I joined pretty much to post in this thread, just so y'all know.
In ninth grade at a freshman high, we had a split lunch where half of us were in the cafeteria, half in class for third period (we only had four classes, ninety minutes each. We switched after Christmas). See, the entire time was lunch+ 'recess', meaning we could stand around in a grassy patch sandwiched between classrooms...and we had to sit as a class, and get up as a class. I managed to experience being in both the first and last classes to sit in the second half. If you were last, or close to last, you were boned half the time. It wasn't unusual for the last people to still be eating when the bell for the next class rang, so they had to dump the remains of their food, get their backpacks, and hurry to their last class.
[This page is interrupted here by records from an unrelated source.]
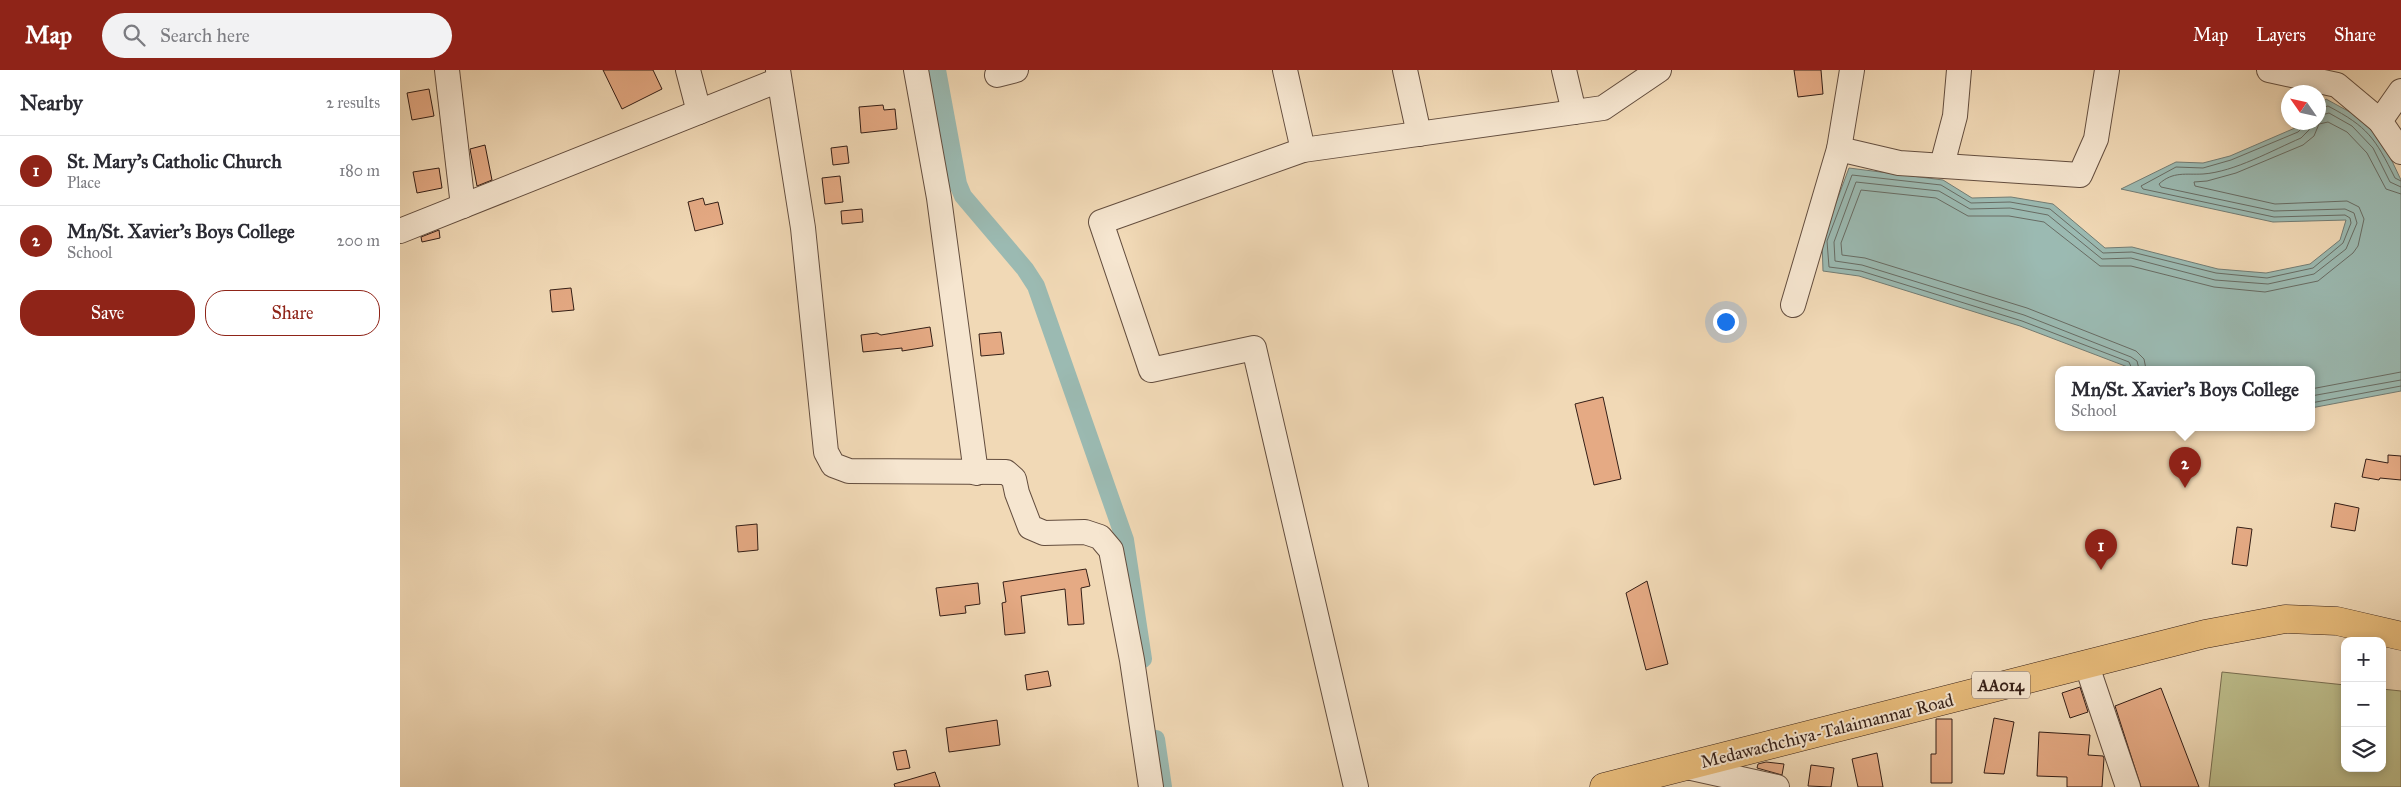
<!DOCTYPE html>
<html lang="en">
<head>
<meta charset="utf-8">
<style>
	body { margin:0; font-family:"IM FELL Great Primer",serif; background:#f2f2f3; color:#2b2b33 }
	.controls { position:absolute; right:15px; bottom:15px; display:grid; overflow:hidden; border-radius:10px; box-shadow:0 2px 8px #0003 }
	.controls button { width:45px; height:45px; display:grid; place-items:center; padding:0; border:0; border-bottom:1px solid #e1e1e2; background:#fff; color:#2b2b33; font:25px sans-serif }
	.compass { position:absolute; left:1881px; top:15px; width:45px; height:45px; border-radius:50%; background:#fff; box-shadow:0 2px 8px #0003; rotate:304deg }
	.you { position:absolute; left:1325px; top:251px; width:18px; height:18px; margin:-12px; border:4px solid #fff; border-radius:50%; background:#1a73e8; box-shadow:0 0 0 8px #1a73e833 }
	.badge { display:grid; place-items:center; width:32px; height:32px; border-radius:50%; background:#8f2418; color:#fff; font-size:16px; font-weight:700 }
	.pin { position:absolute; translate:-50% -41px; filter:drop-shadow(0 1px 2px #0008) }
	.pin::after { content:''; position:absolute; top:26px; width:18px; height:15px; background:inherit; clip-path:polygon(0 0,100% 0,50% 100%) }
	.popup { position:absolute; left:1655px; top:296px; width:260px; height:65px; box-sizing:border-box; display:grid; place-content:center; border-radius:10px; background:#fff; filter:drop-shadow(0 1px 4px #0005); font-size:16px; white-space:nowrap; color:#7c7c81 }
	.popup b { font-size:19px; color:#2b2b33 }
	.popup::after { content:''; position:absolute; left:50%; top:100%; margin-left:-10px; border:10px solid transparent; border-top-color:#fff }
	.list { margin:0; padding:0; list-style:none }
	h2 { display:flex; justify-content:space-between; align-items:center; height:65px; margin:0; padding:0 20px; font-size:21px }
	h2 small { font-size:16px; font-weight:400; color:#7c7c81 }
	.list li { display:grid; grid-template-columns:32px 1fr auto; gap:15px; align-items:center; box-sizing:border-box; height:70px; padding:0 20px; border-top:1px solid #e1e1e2 }
	.list b { display:block; font-size:19px; white-space:nowrap }
	.list p { margin:0; font-size:16px; white-space:nowrap; color:#7c7c81 }
	.list em { font-size:16px; font-style:normal; color:#7c7c81 }
	.actions { display:flex; gap:10px; padding:15px 20px }
	.actions a { flex:1; padding:11px 0; border:1px solid #8f2418; border-radius:20px; text-align:center; font-size:18px; color:#8f2418 }
	.actions .main { background:#8f2418; color:#fff }
	.icon { flex:none; width:28px; height:28px; fill:none; stroke:currentColor; stroke-width:2; stroke-linecap:round; stroke-linejoin:round }
	.map { position:relative; flex:none; width:2001px; height:717px; overflow:hidden }
	header { display:flex; align-items:center; gap:30px; box-sizing:border-box; height:70px; padding:0 25px; background:#8f2418; color:#fff }
	header strong { font-size:24px }
	nav { display:flex; gap:28px; margin-inline-start:auto; font-size:18px }
	.search { width:350px; height:45px; background:#f2f2f3; display:flex; align-items:center; gap:12px; box-sizing:border-box; padding:0 18px; border-radius:28px; color:#7c7c81; font-size:19px }
	main { display:flex }
	aside { flex:1; background:#fff }
	.map>svg:first-child { display:block }
	.green { fill:#bdbe8c; stroke:#786e51 }
	.water { fill:#9bbab2; stroke:#727c74 }
	.lines { fill:none; stroke-linecap:round; stroke-linejoin:round }
	.shore { stroke:#686c64; stroke-width:1 }
	.canal { stroke:#9bbab2; stroke-width:18 }
	.building { fill:#e5aa84; stroke:#341e16 }
	.minor-casing { stroke:#634d3e; stroke-width:26 }
	.highway-casing { stroke:#341e16; stroke-width:29 }
	.minor { stroke:#f6e6d0; stroke-width:24 }
	.highway { stroke:#e8bc7b; stroke-width:28 }
	.labels { text-anchor:middle; stroke-width:4; stroke-linejoin:round; paint-order:stroke }
	.shield { fill:#f6e6d0; stroke:#6e5a4e; stroke-width:1 }
	.shield-label { font-size:16px; font-weight:bold; fill:#341e16 }
	.street-label { font-size:18px; fill:#341e16; stroke:#f6e6d0 }
</style>
</head>
<body>
<header>
<strong>Map</strong>
<div class="search"><svg class="icon" aria-label="search" viewBox="0 0 24 24"><circle cx="10" cy="10" r="6"/><path d="M15 15l6 6"/></svg>Search here</div>
<nav><a>Map</a><a>Layers</a><a>Share</a></nav>
</header>
<main>
<aside>
<h2>Nearby<small>2 results</small></h2>
<ul class="list">
<li><span class="badge">1</span><div><b>St. Mary's Catholic Church</b><p>Place</p></div><em>180 m</em></li>
<li><span class="badge">2</span><div><b>Mn/St. Xavier's Boys College</b><p>School</p></div><em>200 m</em></li>
</ul>
<div class="actions"><a class="main">Save</a><a>Share</a></div>
</aside>
<div class="map">
<svg width="2001" height="717" viewBox="0 0 2001 717">
	<rect width="100%" height="100%" fill="#f1d9b6"/>
	<filter id="stains"><feTurbulence type="fractalNoise" baseFrequency=".004" numOctaves="4"/><feColorMatrix values="0 0 0 0 .2 0 0 0 0 .09 0 0 0 0 .02 0 0 0 .5 -.17"/></filter>
	<radialGradient id="worn" r=".72"><stop offset=".6" stop-color="#630" stop-opacity="0"/><stop offset="1" stop-color="#630" stop-opacity=".3"/></radialGradient>
	<polygon class="green" points="1822,602 1945,615 1945,698 1982,698 1982,619 2001,621 2001,717 1809,717"/>
	<polygon class="water" points="1926,29 1959,47 1983,72 2001,110 2001,321 1911,338 1911,299 1733,299 1620,256 1459,206 1423,201 1422,170 1449,98 1543,110 1572,128 1611,127 1653,134 1705,178 1732,177 1818,199 1866,203 1910,194 1940,170 1946,150 1873,152 1721,119 1776,92 1803,93 1830,86 1895,58 1901,53 1918,52 1919,36"/>
	<g class="lines">
		<g class="shore">
			<path d="M 1918,39 L 1928,36 C 1968,57 1975,68 1995,108 L 2001,111"/>
			<polyline points="1918,46 1929,43 1952,56 1973,78 1990,112 2001,117"/>
			<polyline points="1732,299 1729,292 1622,251 1461,201 1429,197 1427,171 1452,105 1541,115 1571,133 1610,132 1650,139 1703,183 1732,182 1816,203 1867,208 1913,198 1943,173 1951,153 1950,148 1945,145 1874,147 1743,119 1741,116 1776,97 1803,98 1831,90 1898,62 1903,57 1904,52"/>
			<path d="M 1739,299 L 1737,291 L 1731,287 L 1624,245 L 1462,195 L 1435,191 L 1434,172 L 1456,112 L 1539,121 L 1570,139 L 1610,138 L 1648,145 L 1702,189 L 1731,188 L 1815,210 L 1868,214 L 1914,204 L 1946,179 L 1957,153 L 1954,143 L 1945,139 L 1874,141 L 1761,117 L 1759,114 C 1773,101 1786,105 1803,104 C 1834,102 1873,80 1901,68 L 1909,60 L 1910,52"/>
			<polyline points="1746,299 1744,289 1736,281 1627,238 1465,188 1442,185 1441,173 1461,120 1536,128 1568,146 1609,146 1644,152 1700,196 1731,196 1814,217 1865,222 1918,211 1953,183 1958,176 1964,149 1959,137 1947,131 1875,134 1795,116 1794,112 1807,111 1836,103 1903,75 1914,66 1919,54 1928,52 1947,62 1967,83 1986,119 2001,124"/>
			<polyline points="1911,319 2001,302"/>
			<polyline points="1911,326 2001,310"/>
			<polyline points="1911,333 2001,316"/>
		</g>
		<g class="canal">
			<polyline points="537,0 558,114 563,126 625,199 636,216 725,470 743,589"/>
			<polyline points="756,669 763,717"/>
		</g>
	</g>
	<g class="building">
		<polygon points="203,0 253,0 262,19 222,39"/>
		<polygon points="1394,0 1421,0 1423,24 1398,27"/>
		<polygon points="29,19 34,46 12,50 7,23"/>
		<polygon points="483,35 484,40 495,39 497,59 461,63 459,37"/>
		<polygon points="85,75 92,110 77,116 70,79"/>
		<polygon points="447,76 449,93 433,95 431,78"/>
		<polygon points="39,98 42,118 17,123 13,102"/>
		<polygon points="440,106 443,132 425,134 422,108"/>
		<polygon points="303,128 305,135 318,132 323,154 295,161 288,132"/>
		<polygon points="462,139 463,152 442,154 441,141"/>
		<polygon points="39,160 40,168 22,172 21,167"/>
		<polygon points="171,218 174,240 152,242 150,220"/>
		<polygon points="530,257 533,276 502,281 502,278 463,282 461,265 477,263 481,265"/>
		<polygon points="601,262 604,284 581,286 579,264"/>
		<polygon points="1203,327 1221,409 1194,415 1175,334"/>
		<polygon points="1988,385 2001,386 2001,410 1980,408 1979,410 1962,407 1966,389 1988,393"/>
		<polygon points="1935,433 1959,438 1955,461 1931,457"/>
		<polygon points="357,454 358,480 338,482 336,456"/>
		<polygon points="1837,457 1852,459 1847,496 1832,494"/>
		<polygon points="686,499 690,516 681,518 684,554 668,555 665,519 621,526 625,563 605,565 602,533 606,532 603,512"/>
		<polygon points="1247,511 1268,594 1246,600 1226,523"/>
		<polygon points="578,513 580,534 565,536 566,543 540,546 536,518"/>
		<polygon points="648,601 651,616 627,620 625,605"/>
		<polygon points="1680,617 1688,642 1670,648 1662,623"/>
		<polygon points="1761,618 1799,717 1741,717 1715,636"/>
		<polygon points="1594,648 1614,652 1604,704 1584,703"/>
		<polygon points="1536,649 1552,649 1552,713 1531,713 1531,684 1536,684"/>
		<polygon points="597,650 600,675 549,682 546,658"/>
		<polygon points="1639,662 1690,665 1688,685 1703,686 1704,688 1702,717 1667,717 1667,707 1637,706"/>
		<polygon points="506,680 510,698 497,700 493,682"/>
		<polygon points="1477,683 1483,717 1458,717 1452,689"/>
		<polygon points="1366,692 1384,694 1382,705 1357,698 1358,694"/>
		<polygon points="1411,695 1434,698 1431,717 1408,716"/>
		<polygon points="535,702 540,717 495,717 494,714"/>
	</g>
	<g class="lines">
		<g class="minor-casing">
			<g id="minor">
				<polyline points="47,0 63,136"/>
				<polyline points="288,0 299,42"/>
				<polyline points="378,0 403,158 426,382 433,395 449,401 606,402 614,409 617,423 630,457 644,463 685,462 700,467 711,480 732,590 751,717"/>
				<polyline points="516,0 539,128 576,403"/>
				<polyline points="885,0 903,80 1203,38 1259,0"/>
				<polyline points="1005,0 1019,64"/>
				<polyline points="1164,0 1174,42"/>
				<polyline points="1869,0 1937,15 1980,51 2001,82"/>
				<polyline points="597,5 616,0"/>
				<polyline points="1980,51 2001,21"/>
				<polyline points="1439,79 1499,93 1680,105 1696,69 1707,0"/>
				<polyline points="903,80 701,152 751,300 854,278 956,717"/>
				<polyline points="1542,95 1555,46 1559,0"/>
				<polyline points="0,161 379,10"/>
				<polyline points="1393,235 1439,79 1452,0"/>
				<polyline points="1686,593 1728,717"/>
				<polyline points="1287,697 1377,717"/>
			</g>
		</g>
		<g class="highway-casing">
			<polyline id="highway" points="1204,717 1805,564 1885,549 1937,551 2001,566"/>
		</g>
		<use href="#minor" class="minor"/>
		<use href="#highway" class="highway"/>
	</g>
	<g class="labels">
		<rect class="shield" x="1572" y="601.5" width="58" height="27" rx="4"/>
		<g class="shield-label">
			<text x="1601" y="621">AA014</text>
		</g>
		<g class="street-label">
			<text transform="translate(1427 661) rotate(-14)" y="6">Medawachchiya-Talaimannar Road</text>
		</g>
	</g>
	<rect width="100%" height="100%" filter="url(#stains)"/>
	<rect width="100%" height="100%" fill="url(#worn)"/>
</svg>
<div class="controls">
<button>+</button>
<button>−</button>
<button><svg class="icon" aria-label="layers" viewBox="0 0 24 24"><path d="M12 4l9 5-9 5-9-5zM3 14l9 5 9-5"/></svg></button>
</div>
<svg class="compass" viewBox="-18 -18 36 36"><path d="M0-13l5 13h-10z" fill="#e53935"/><path d="M0 13l5-13h-10z" fill="#7c7c81"/></svg>
<div class="you"></div>
<div class="pin badge" style="left:1701px;top:500px">1</div>
<div class="pin badge" style="left:1785px;top:418px">2</div>
<div class="popup"><b>Mn/St. Xavier's Boys College</b>School</div>
</div>
</main>
</body>
</html>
I wasn't actually in the last class, held back several occasions because the teacher that period was...
Let me explain a little more. He'd been teaching...easily 20+ years, and was the coach of the girl's track team as well as the physical science teacher. He used a projector with very visibly yellowed pages, pretty much just made us copy fill-in-the-blank notes from said projector 90% of the time, and was near-unanimously agreed to be 'creepy' by the female students. It was really just little things and a feeling, but it still made us uncomfortable. It so did not help that the day after Christmas break he came back with a mustache and trench coat. I feel so sorry for the girls who had to had him that half of the year.
Going back, there's the private school I went to for first, second, and third grade. Why did you stop me from checking out Harry Potter in first grade, you dicks? I come from a bookworm family and I ate those 'on-grade' books you wanted me to read like breakfast mints by that point.
Just for clarification, the book was in the library and older students could check it out.
Then...there's the doozy. In third grade, I developed Juvenile Rheumatoid Arthritis (it's been in remission for five years or so, only minor physical damage). Needless to say, it was sort of traumatic and painful, and writing was unpleasant at the best of times. So I started to get a C in English because I couldn't write the short answers. I understood it all perfectly well, I just couldn't write and the teacher was "kind of" a ***** and wouldn't let me do it orally. I started dreading school and missing a lot of it, so I missed out on a couple of important things, like memorizing my multiplication tables.
Oh! There was also the incident where, I in a wheelchair and with separation anxiety, was left in an office after my mom dropped me off then disappeared, having left as the principal told me. As I cried because I had wanted to say goodbye, my mom was across the hall (as she later told me). The principal told her something about it 'being better for me'. I didn't even know about it until years later.
So, uhm...yeah. Sorry about the length, I write fiction and I apparently cannot be concise.